Community members gathered at Rapid City’s Main Street Square to try their hand at ekphrasis: creating writing based on art. The subject was the Passage of Wind and Water sculpture project. The form of writing used was poetry.
It’s a beautiful autumn afternoon in Rapid City as a dozen poets sit next to the expansive Passage of Wind and Water sculpture; their minds and pens at the ready.
Christine Stewart is an associate professor at South Dakota State University in Brookings. Stewart says the goal of ekphrasis is to show how one art form can influence another and fits in perfectly with plans for the Passage of Wind and Water sculpture project.

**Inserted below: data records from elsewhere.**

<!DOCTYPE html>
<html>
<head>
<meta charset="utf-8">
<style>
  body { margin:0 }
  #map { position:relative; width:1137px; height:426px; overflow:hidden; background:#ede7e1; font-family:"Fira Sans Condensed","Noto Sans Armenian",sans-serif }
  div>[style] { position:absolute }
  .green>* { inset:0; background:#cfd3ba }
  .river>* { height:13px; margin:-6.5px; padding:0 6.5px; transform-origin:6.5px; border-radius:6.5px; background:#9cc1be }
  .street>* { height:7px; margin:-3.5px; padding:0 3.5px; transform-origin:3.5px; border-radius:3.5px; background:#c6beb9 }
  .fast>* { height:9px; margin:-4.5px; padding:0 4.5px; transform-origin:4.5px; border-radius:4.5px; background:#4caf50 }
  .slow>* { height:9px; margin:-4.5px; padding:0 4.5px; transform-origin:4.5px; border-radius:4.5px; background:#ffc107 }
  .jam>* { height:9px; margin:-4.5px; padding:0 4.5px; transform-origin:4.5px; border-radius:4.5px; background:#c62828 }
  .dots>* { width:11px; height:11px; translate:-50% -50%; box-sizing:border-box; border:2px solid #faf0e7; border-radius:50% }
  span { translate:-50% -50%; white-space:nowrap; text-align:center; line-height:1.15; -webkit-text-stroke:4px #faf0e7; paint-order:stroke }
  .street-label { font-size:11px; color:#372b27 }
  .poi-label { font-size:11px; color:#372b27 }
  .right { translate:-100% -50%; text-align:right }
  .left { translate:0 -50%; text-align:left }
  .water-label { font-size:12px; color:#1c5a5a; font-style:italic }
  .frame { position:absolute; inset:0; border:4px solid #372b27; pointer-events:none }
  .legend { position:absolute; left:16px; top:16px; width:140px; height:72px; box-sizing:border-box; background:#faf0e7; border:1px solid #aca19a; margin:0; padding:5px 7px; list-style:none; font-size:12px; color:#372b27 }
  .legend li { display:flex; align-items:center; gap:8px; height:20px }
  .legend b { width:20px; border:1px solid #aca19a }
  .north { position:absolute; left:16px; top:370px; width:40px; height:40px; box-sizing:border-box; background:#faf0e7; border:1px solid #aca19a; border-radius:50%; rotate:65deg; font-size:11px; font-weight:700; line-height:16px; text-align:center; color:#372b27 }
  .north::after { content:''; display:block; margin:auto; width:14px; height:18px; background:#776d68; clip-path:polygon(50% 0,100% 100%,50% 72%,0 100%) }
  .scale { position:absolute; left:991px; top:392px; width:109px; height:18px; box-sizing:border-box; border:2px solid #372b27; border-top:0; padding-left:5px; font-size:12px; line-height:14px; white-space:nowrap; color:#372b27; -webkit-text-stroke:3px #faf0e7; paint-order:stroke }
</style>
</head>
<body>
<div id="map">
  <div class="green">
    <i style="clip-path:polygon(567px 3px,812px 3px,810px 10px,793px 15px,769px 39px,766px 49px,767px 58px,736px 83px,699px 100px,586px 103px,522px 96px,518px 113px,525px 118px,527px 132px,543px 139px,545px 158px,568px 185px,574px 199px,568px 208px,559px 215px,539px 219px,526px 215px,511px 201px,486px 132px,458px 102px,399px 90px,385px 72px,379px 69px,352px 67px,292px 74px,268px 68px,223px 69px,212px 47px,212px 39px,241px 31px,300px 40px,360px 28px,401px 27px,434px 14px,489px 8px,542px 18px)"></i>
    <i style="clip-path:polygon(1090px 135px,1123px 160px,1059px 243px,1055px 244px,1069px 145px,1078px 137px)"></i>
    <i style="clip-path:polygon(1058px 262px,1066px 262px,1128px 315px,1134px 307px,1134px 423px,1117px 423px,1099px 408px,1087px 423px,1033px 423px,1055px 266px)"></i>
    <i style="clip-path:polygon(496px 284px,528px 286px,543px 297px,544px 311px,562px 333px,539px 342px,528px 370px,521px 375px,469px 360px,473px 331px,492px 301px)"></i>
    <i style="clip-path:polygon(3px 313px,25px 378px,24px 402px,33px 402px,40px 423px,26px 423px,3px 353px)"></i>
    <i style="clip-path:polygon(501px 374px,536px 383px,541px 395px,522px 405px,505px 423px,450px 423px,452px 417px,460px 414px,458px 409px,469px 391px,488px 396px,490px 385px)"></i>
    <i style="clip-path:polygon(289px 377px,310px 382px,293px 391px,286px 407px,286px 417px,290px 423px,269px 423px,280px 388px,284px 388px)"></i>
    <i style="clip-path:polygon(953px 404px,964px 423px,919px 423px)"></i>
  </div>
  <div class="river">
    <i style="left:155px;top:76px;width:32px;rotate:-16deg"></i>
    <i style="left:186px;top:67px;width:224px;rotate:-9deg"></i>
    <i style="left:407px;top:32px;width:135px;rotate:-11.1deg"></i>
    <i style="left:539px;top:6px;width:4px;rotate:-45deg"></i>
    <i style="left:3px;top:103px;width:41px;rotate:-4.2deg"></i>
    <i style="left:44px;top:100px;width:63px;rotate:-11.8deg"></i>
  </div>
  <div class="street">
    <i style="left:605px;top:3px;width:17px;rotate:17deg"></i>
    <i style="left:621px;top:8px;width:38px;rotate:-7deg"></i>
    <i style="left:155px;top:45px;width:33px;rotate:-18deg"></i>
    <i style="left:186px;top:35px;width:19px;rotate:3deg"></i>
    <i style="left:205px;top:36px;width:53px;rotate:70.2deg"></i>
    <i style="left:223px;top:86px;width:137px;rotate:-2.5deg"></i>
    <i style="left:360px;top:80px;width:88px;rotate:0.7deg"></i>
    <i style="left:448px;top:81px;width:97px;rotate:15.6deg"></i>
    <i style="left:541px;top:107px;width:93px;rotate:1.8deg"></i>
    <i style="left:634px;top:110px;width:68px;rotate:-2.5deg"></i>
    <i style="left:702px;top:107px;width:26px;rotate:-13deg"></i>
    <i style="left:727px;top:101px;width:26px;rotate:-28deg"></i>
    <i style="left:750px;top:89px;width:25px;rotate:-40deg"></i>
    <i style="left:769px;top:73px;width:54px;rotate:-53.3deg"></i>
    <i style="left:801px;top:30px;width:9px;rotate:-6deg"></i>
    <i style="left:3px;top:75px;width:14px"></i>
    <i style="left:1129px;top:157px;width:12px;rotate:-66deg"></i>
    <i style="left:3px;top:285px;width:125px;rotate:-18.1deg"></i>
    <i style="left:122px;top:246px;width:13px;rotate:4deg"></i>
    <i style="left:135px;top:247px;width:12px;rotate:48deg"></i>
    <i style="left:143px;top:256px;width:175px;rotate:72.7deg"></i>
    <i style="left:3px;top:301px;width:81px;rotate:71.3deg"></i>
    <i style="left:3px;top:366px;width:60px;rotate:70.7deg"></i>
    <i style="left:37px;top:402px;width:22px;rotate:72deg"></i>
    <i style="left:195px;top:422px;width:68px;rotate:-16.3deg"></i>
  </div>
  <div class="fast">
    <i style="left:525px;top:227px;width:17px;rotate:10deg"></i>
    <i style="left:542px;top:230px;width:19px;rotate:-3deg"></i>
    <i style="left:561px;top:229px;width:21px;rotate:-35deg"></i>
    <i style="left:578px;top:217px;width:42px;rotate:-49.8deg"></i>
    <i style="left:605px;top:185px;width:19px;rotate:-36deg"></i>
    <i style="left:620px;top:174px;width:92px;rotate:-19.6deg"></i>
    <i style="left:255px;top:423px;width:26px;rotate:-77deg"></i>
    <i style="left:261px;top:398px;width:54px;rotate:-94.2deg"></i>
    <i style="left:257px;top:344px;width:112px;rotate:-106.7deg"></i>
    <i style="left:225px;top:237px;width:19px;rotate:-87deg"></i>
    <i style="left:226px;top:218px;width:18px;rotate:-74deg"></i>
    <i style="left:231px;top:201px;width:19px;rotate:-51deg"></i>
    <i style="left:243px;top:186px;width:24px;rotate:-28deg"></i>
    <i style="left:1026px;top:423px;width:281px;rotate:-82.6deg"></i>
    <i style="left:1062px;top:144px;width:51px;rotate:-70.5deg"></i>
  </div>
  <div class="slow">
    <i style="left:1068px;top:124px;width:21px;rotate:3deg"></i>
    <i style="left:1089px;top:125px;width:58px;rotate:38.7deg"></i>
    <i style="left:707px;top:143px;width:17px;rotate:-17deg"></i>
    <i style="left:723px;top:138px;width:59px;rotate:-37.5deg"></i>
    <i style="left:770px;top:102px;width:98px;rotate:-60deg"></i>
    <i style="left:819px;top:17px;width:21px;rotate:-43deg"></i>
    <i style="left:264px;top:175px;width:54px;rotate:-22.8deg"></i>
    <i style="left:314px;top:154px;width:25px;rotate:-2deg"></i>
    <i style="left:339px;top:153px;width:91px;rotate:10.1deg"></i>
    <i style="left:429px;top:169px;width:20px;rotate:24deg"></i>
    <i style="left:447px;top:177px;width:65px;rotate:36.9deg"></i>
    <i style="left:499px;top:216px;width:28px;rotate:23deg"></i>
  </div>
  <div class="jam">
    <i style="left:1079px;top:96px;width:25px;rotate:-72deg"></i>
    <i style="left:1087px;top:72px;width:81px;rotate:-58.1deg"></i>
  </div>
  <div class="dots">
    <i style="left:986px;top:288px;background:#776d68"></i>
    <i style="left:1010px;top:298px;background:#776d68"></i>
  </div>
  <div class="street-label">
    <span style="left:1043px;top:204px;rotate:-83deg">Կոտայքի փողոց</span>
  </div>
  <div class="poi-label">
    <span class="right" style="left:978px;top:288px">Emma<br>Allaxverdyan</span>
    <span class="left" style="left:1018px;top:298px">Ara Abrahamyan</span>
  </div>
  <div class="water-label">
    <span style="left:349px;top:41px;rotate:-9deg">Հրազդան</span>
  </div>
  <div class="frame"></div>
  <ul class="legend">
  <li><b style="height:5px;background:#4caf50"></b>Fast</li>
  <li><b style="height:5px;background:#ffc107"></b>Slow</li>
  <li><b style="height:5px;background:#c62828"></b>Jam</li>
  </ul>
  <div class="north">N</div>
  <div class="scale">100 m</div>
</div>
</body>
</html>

“One of the goals of the sculpture project is to get the public and the community involved in this place and the making of this place,” Stewart explains. “And so I envision collecting words and phrases and lines from the participants in the workshop and doing multiple workshops.”
Christine Stewart will then layer all those words, lines and phrases into a collaborative choral poem.
“And what that is,” she continues, “is I’ll put them all together, I’ll piece them together like a quilt. And then a choral poem is a poem spoken by multiple voices. So, we’ll have three or four people…once person will say one line, another person will say a line and then bot of those people will say a line together. So, it’s kind of a musical spoken poem.”
“There’s a tension in the wind-smoothing work,” reads one woman attending the workshop. “Teeth, skeleton, bone…”
‘Cool granite transforms metaphor as the spiraled form of an ancient sea creature lets me put my hand upon the past,” reads another.
“Striped lines and well-defined parking spaces replaced with fountains, laughter, light and our geological history etched in granite sculptures...a downtown revitalized,” reads one more poet.
Portions of this and other poetry workshops will combine into Christine Stewart’s collaborative choral poem. A recording of that poem is among the highlights of next summer’s cross-artistic celebration of the Passage of Wind and Water sculpture project.